The most important thing to see about the people flooding into Europe from homes where it’s not safe for them to stay? They’re people. And if there’s anything to be learned from the story of Brig Ambue, it’s that we have a responsibility to those who have nothing. Let’s put the fear aside and be the country we claim to be.

Pagan Thinkythoughts: It All Ties Together

I’ve read a lot lately in blogs that are purportedly general lifestyle stuff, but with a distinct Christian twist, and I find myself wondering why there isn’t something like this for the Pagan community/ies. It isn’t possible that every moment of everyone’s day is caught up in spiritual stuff. Sure, it’s important to think about what you do in service to the gods, but I belong to Brighid, a goddess of (among other things) hearth and home. That means that there’s no way to untangle the spiritual from the mundane, and that cooking dinner and clipping grocery coupons are as much a part of my religion as any complicated ritual. My quilts are also for her, loosely associated with her healing mantle. Working with Aengus, associated with love, whose childhood was complicated like mine, means that the work of learning to love myself and feel good in my own skin is part of the spiritual work, and my interest in fashion leads there. My dealings with the Morrigan in terms of sovereignty lead me in a direction of social justice, which also loops back around to Brighid in her aspect of Brig Ambue.

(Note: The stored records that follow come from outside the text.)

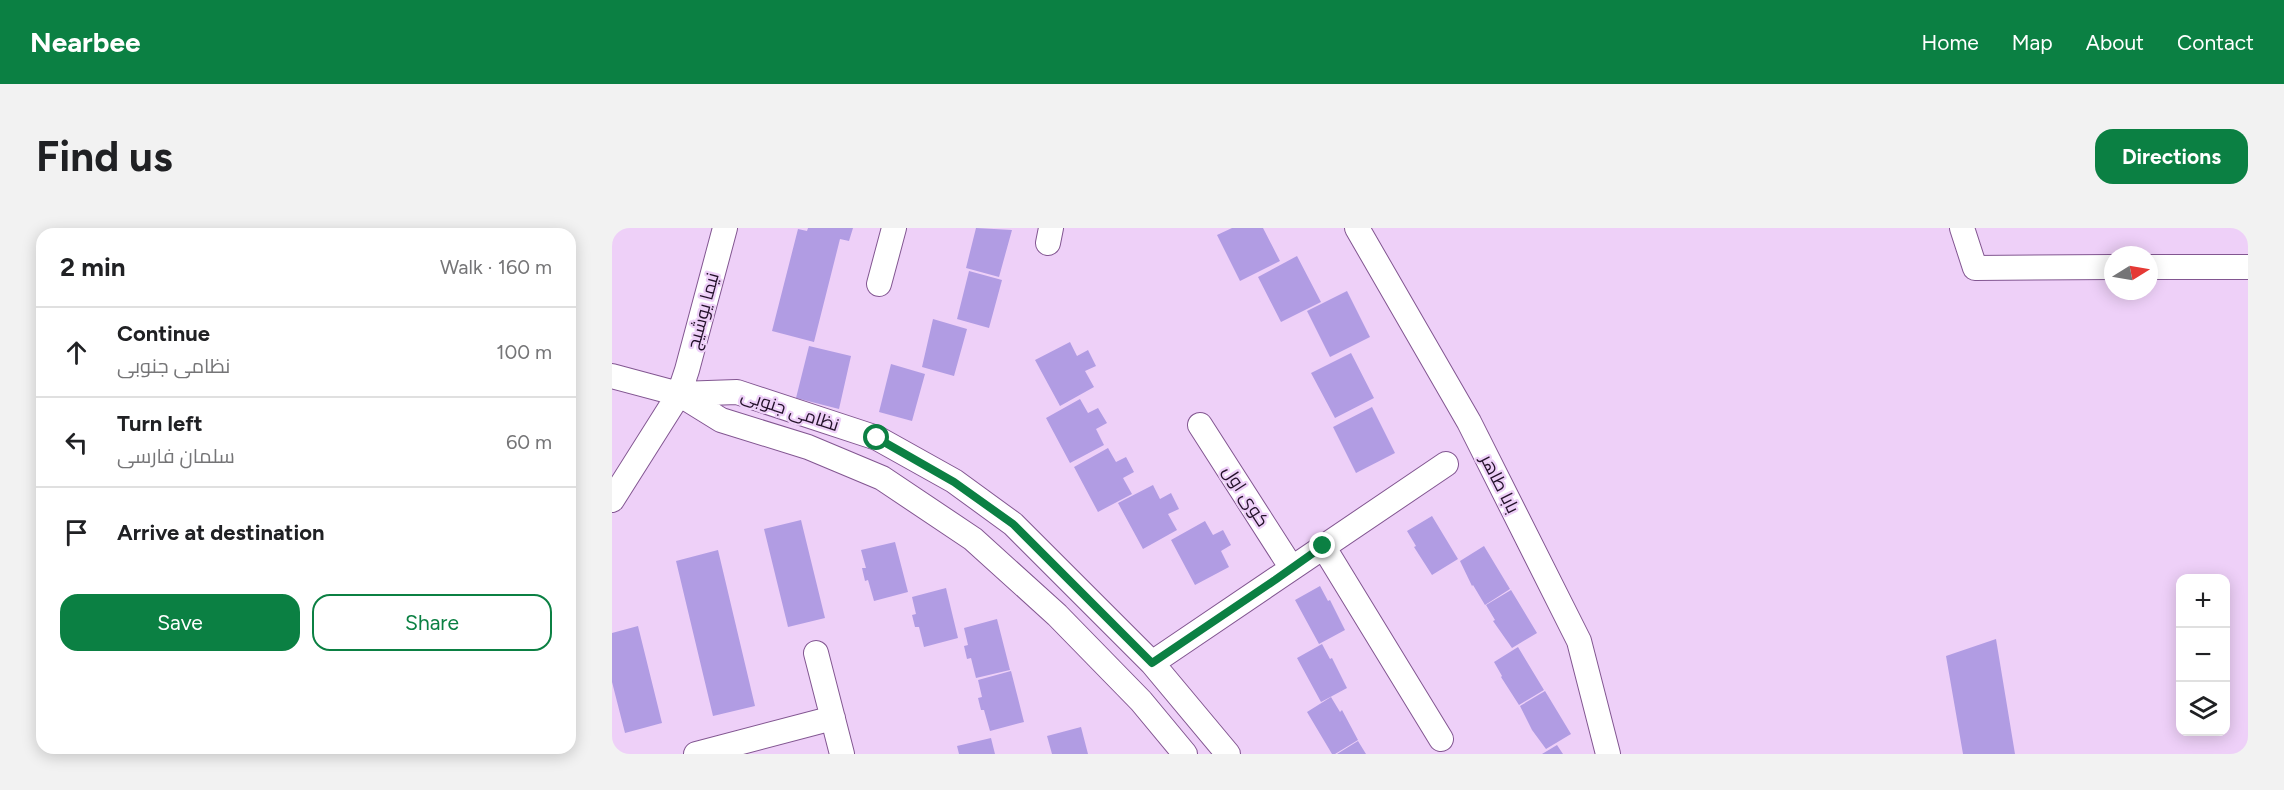 <!DOCTYPE html>
<html lang="en">
<head>
<meta charset="utf-8">
<style>
  body { margin:0; font-family:Figtree,Cairo,sans-serif; background:#f2f2f2; color:#202124 }
  .controls { position:absolute; right:18px; bottom:18px; display:grid; overflow:hidden; border-radius:12px; box-shadow:0 3px 15px #0003 }
  .controls button { width:54px; height:54px; display:grid; place-items:center; padding:0; border:0; border-bottom:2px solid #e0e0e0; background:#fff; color:#202124; font:30px sans-serif }
  .compass { position:absolute; left:1492px; top:18px; width:54px; height:54px; border-radius:50%; background:#fff; box-shadow:0 3px 15px #0003; rotate:79deg }
  .stop { position:absolute; width:18px; height:18px; margin:-14px; border:4px solid #0b8043; border-radius:50%; background:#fff }
  .stop.end { background:#0b8043; border-color:#fff; box-shadow:0 2px 6px #0008 }
  .list { margin:0; padding:0; list-style:none }
  h2 { display:flex; justify-content:space-between; align-items:center; height:78px; margin:0; padding:0 24px; font-size:26px }
  h2 small { font-size:20px; font-weight:400; color:#757577 }
  .list li { display:grid; grid-template-columns:39px 1fr auto; gap:18px; align-items:center; box-sizing:border-box; height:90px; padding:0 24px; border-top:2px solid #e0e0e0 }
  .list b { display:block; font-size:22px; white-space:nowrap }
  .list p { margin:0; font-size:20px; white-space:nowrap; color:#757577 }
  .list em { font-size:20px; font-style:normal; color:#757577 }
  .actions { display:flex; gap:12px; padding:18px 24px }
  .actions a { flex:1; padding:14px 0; border:2px solid #0b8043; border-radius:18px; text-align:center; font-size:21px; color:#0b8043 }
  .actions .main { background:#0b8043; color:#fff }
  .icon { flex:none; width:33px; height:33px; fill:none; stroke:currentColor; stroke-width:2; stroke-linecap:round; stroke-linejoin:round }
  .map { position:relative; flex:none; width:1636px; height:526px; overflow:hidden; border-radius:18px }
  header { display:flex; align-items:center; gap:36px; box-sizing:border-box; height:84px; padding:0 30px; background:#0b8043; color:#fff }
  header strong { font-size:28px }
  nav { display:flex; gap:33px; margin-inline-start:auto; font-size:21px }
  .intro { display:flex; align-items:center; justify-content:space-between; box-sizing:border-box; height:144px; padding:0 36px }
  h1 { margin:0; font-size:42px }
  .button { padding:15px 27px; border-radius:18px; background:#0b8043; color:#fff; font-size:21px; font-weight:700 }
  main { display:flex; gap:36px; padding:0 36px }
  aside { flex:1; background:#fff; border-radius:18px; box-shadow:0 3px 15px #0003 }
  .map>svg:first-child { display:block }
  .building { fill:#b19ce3 }
  .lines { fill:none; stroke-linecap:round; stroke-linejoin:round }
  .minor-casing { stroke:#825691; stroke-width:26 }
  .minor { stroke:#fff; stroke-width:24 }
  .route { stroke:#0b8043; stroke-width:8 }
  .labels { text-anchor:middle; stroke-width:4.5; stroke-linejoin:round; paint-order:stroke }
  .street-label { font-size:18px; fill:#221028; stroke:#eed0f8 }
</style>
</head>
<body>
<header>
<strong>Nearbee</strong>
<nav><a>Home</a><a>Map</a><a>About</a><a>Contact</a></nav>
</header>
<div class="intro"><h1>Find us</h1><a class="button">Directions</a></div>
<main>
<aside>
<h2>2 min<small>Walk · 160 m</small></h2>
<ul class="list">
<li><svg class="icon" aria-label="ahead" viewBox="0 0 24 24"><path d="M12 20V5M6 11l6-6 6 6"/></svg><div><b>Continue</b><p>نظامی جنوبی</p></div><em>100 m</em></li>
<li><svg class="icon" aria-label="left" viewBox="0 0 24 24"><path d="M17 20v-9H6M10 6l-5 5 5 5"/></svg><div><b>Turn left</b><p>سلمان فارسی</p></div><em>60 m</em></li>
<li><svg class="icon" aria-label="arrive" viewBox="0 0 24 24"><path d="M6 21V4h12l-3 4 3 4H6"/></svg><div><b>Arrive at destination</b></div></li>
</ul>
<div class="actions"><a class="main">Save</a><a>Share</a></div>
</aside>
<div class="map">
<svg width="1636" height="526" viewBox="0 0 1636 526">
  <rect width="100%" height="100%" fill="#eed0f8"/>
  <path class="building" d="M196 0H241L237 13 228 11 202 114 160 103 186 1 195 3Z
    M364 0 400 2 387 49 354 40Z
    M620 0H651L668 33 628 53 605 7Z
    M685 28 709 74 669 94 646 49Z
    M357 43 390 52 377 100 345 91Z
    M735 63 758 109 718 129 695 83Z
    M321 91 355 101 342 148 310 139Z
    M458 114 465 128 476 122 484 138 473 143 482 159 448 178 423 132Z
    M197 118 239 128 227 181 184 170Z
    M739 125 762 170 723 190 699 145Z
    M279 136 313 146 300 193 267 184Z
    M468 171 476 185 486 180 495 195 484 201 492 217 458 235 434 190Z
    M760 179 783 225 744 245 721 199Z
    M496 220 504 234 514 229 522 244 511 250 520 266 486 284 462 239Z
    M541 257 548 271 559 265 567 281 556 286 565 302 531 321 506 275Z
    M820 288 846 331 820 347 802 319 804 318 795 303Z
    M189 292 213 390 176 399 152 301Z
    M593 293 601 307 611 302 619 317 609 323 617 339 583 357 559 312Z
    M283 314 296 364 262 373 256 352 253 353 250 340H254L249 322Z
    M872 318 898 361 873 377 861 357 860 358 848 333Z
    M106 322 143 478 101 488 64 333Z
    M708 358 716 373 718 372 733 402 707 416 683 372Z
    M334 360 346 410 312 419 307 399H303L300 387 304 386 300 369Z
    M899 362 925 405 900 420 881 393 883 392 874 377Z
    M385 391 398 442 364 450 359 430 355 431 352 418 356 417 352 400Z
    M26 398 50 495 13 505 0 454V405Z
    M1384 411 1403 526H1351L1334 428Z
    M710 416 718 431 720 430 735 460 709 474 685 430Z
    M906 419 932 462 907 477 889 449 890 448 882 434Z
    M399 443 412 494 378 503 372 482H369L366 470 370 469 366 452Z
    M933 463 959 506 934 521 920 502 908 478Z
    M719 469 728 484 730 482 746 512 723 526H720L695 484Z
    M469 499 476 526H440L435 508Z
    M379 510 383 526H347L345 518Z
    M746 513 754 526H725Z
    M945 517 951 526H930Z"/>
  <g class="lines">
    <g class="minor-casing">
      <path id="minor" d="M745 0 857 194 967 413 996 526
        M1350 0 1363 40 1501 39
        M436 15 439 0
        M1537 39H1636
        M267 56 282 0
        M0 148 67 166 125 164 265 210 342 253 401 296 540 435 616 526
        M67 166 109 192 196 219 270 250 361 311 445 387 529 473 573 526
        M588 197 679 339
        M0 272 67 166 75 142 113 0
        M711 318 829 511
        M204 425 230 526
        M540 435 834 236
        M84 526 221 490"/>
    </g>
    <use href="#minor" class="minor"/>
  </g>
  <g class="lines">
    <path class="route" d="M265 210 342 254 401 296 540 435 663 352 711 318"/>
  </g>
  <g class="labels">
    <g class="street-label">
      <text transform="translate(91 83) rotate(-75)" y="6">نیما یوشیج</text>
      <text transform="translate(178 182) rotate(18)" y="6">نظامی جنوبی</text>
      <text transform="translate(888 256) rotate(63)" y="6">بابا طاهر</text>
      <text transform="translate(634 268) rotate(57)" y="6">کوی اول</text>
    </g>
  </g>
</svg>
<div class="controls">
<button>+</button>
<button>−</button>
<button><svg class="icon" aria-label="layers" viewBox="0 0 24 24"><path d="M12 4l9 5-9 5-9-5zM3 14l9 5 9-5"/></svg></button>
</div>
<svg class="compass" viewBox="-18 -18 36 36"><path d="M0-13l5 13h-10z" fill="#e53935"/><path d="M0 13l5-13h-10z" fill="#757577"/></svg>
<div class="stop" style="left:265px;top:210px"></div>
<div class="stop end" style="left:711px;top:318px"></div>
</div>
</main>
</body>
</html>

If you’re living your life in a way that lines up with what you believe, your mundane life IS spiritual. There’s more to living your religion than ritual and lore. If that’s what you’re up to writing about, great, but I think we need more pagan writers who talk about what it means to live day to day in acknowledgement of the sacred. Not everyone is called to be a priest. To be fair, no matter how pretty your altar is or how much time you spend in ritual, you still have to wash clothes and eat dinner and walk the dogs.  By combining my various blog projects into this one, I hope to be able to talk more about what it means to have a religious life, but still have A Life. Because you can’t really extricate the two from each other.